As my friend Marissa Carter points out, God not only bore Mary’s burdens but Mary also bore His burdens. She carried Him in her womb. She protected both herself and her pregnancy while enduring difficult circumstances and travel. She brought Him forth in less than ideal conditions, and she nourished His infant body. She nurtured Him as a toddler and raised Him as a child and adolescent. She never ceased fulling the role of mother to God Himself, present among people as Jesus the Christ.

There are multiple occasions in the biblical accounts of Mary’s life which display her faithfulness and unparalleled example of godliness among women and also among men.

This was God’s chosen means of entering time and space as a human being. We call it the incarnation — putting flesh on — so that He might carry our burdens as well. In the same way, the Church is called to be incarnational. We carry the burdens of others, as they sometimes carry ours (Galatians 6:2), each looking out for the good one another (Philippians 2:3-4). Though Jesus modeled this for us in the fullest sense, we cannot miss the fact that Mary modeled it too.


*(Isaiah 7:14, Luke 1:27)

**(Isaiah 9:1-7, Luke 1:26)

***(Micah 5:2-4, Luke 2:4-7)

****And Mary said: “My soul glorifies the Lord and my spirit rejoices in God my Savior, for he has been mindful of the humble state of his servant. From now on all generations will call me blessed, for the Mighty One has done great things for me— holy is his name. His mercy extends to those who fear him, from generation to generation. He has performed mighty deeds with his arm; he has scattered those who are proud in their inmost thoughts. He has brought down rulers from their thrones but has lifted up the humble.

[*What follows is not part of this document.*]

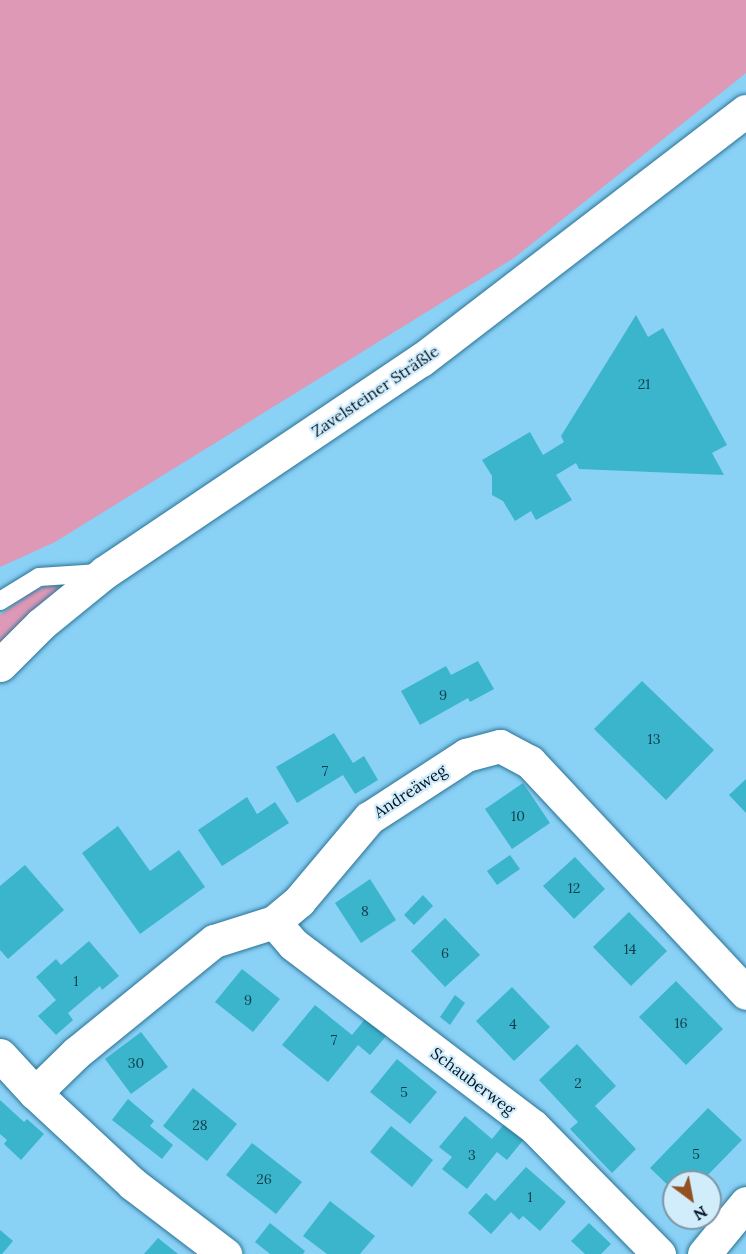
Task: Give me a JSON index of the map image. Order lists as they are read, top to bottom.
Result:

He has filled the hungry with good things but has sent the rich away empty. He has helped his servant Israel, remembering to be merciful to Abraham and his descendants forever, just as he promised our ancestors.” —Luke‬ ‭1:46-56‬ ‭(NIV‬‬)

3 thoughts on “The Demeaning of Mary Full of Grace

  1. As a Catholic, I can say that Mary is not worshipped but should be venerated. We could never love Mary as much as Jesus loves her (his mother)! (And we should always try to be like Jesus)! Then, Mary always points us to listen and follow Him.

  2. I also agree, that Mary is not worshiped but venerated, but besides that, I often like to point out her last recorded words in Scripture, “do whatever He tells you…” (John 2:5) Mary always points to her Son, also something remarkable about her consistent faith.